Adrian looks so similar to how he did in 1985, Dan thinks as he watches him in the reflection of the glass. His hair is pure silver now, gleaming just as brightly here as it did under the studio lights at NBC, but in a way that's not so different from the pale golden blond he'd been familiar with years before. He's even dressed the same, or nearly the same, in charcoal wool trousers and a muted eggplant shirt that showcase how graceful and lithe he still is. There are a few more lines now, Dan notes; around the eyes and the mouth, and in between his arching eyebrows.

His green-hazel eyes look tired now, Dan muses as Adrian's terrifyingly efficient assistant leads the reporters out, as he turns away from the display case and smiles.

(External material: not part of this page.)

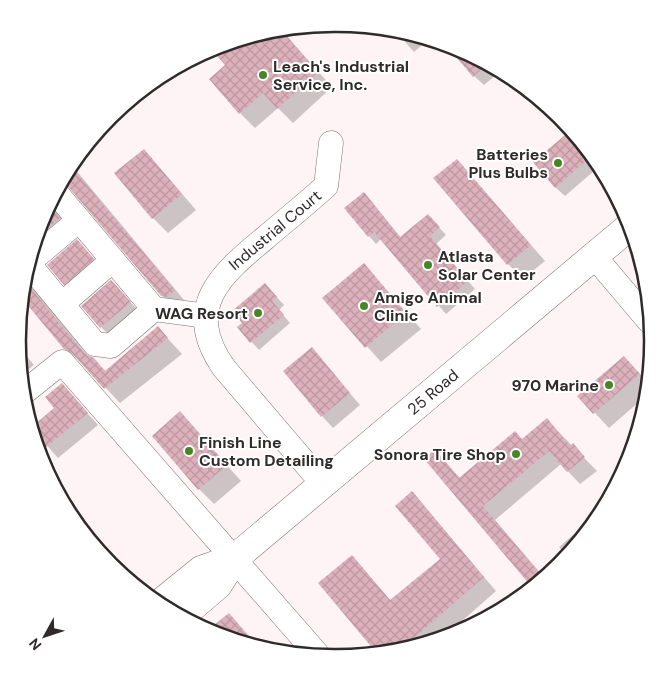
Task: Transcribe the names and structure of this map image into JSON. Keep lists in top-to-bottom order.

That's definitely new.

"Dan," Adrian says, and he steps forward to clasp Dan's hand in his, his eyes quizzical and wary even as his lips curve in a smile warmer than the one he gifted the reporters with. "It's been a long time. What can I do for you?"

Now, Dan thinks, he's nervous. He hasn't been up until now. "I was in the neighborhood," he begins, "and I thought I'd stop by, and..." He brings himself to a halt, draws a deep breath, and begins again. "It has been a long time," he says quietly. "I thought it had been long enough. I...missed you."

They both go still at the words Dan hadn't even really expected to say, but then Adrian smiles - faintly, but truly. "Have lunch with me," he says.

It's Adrian's way of saying he missed Dan, too.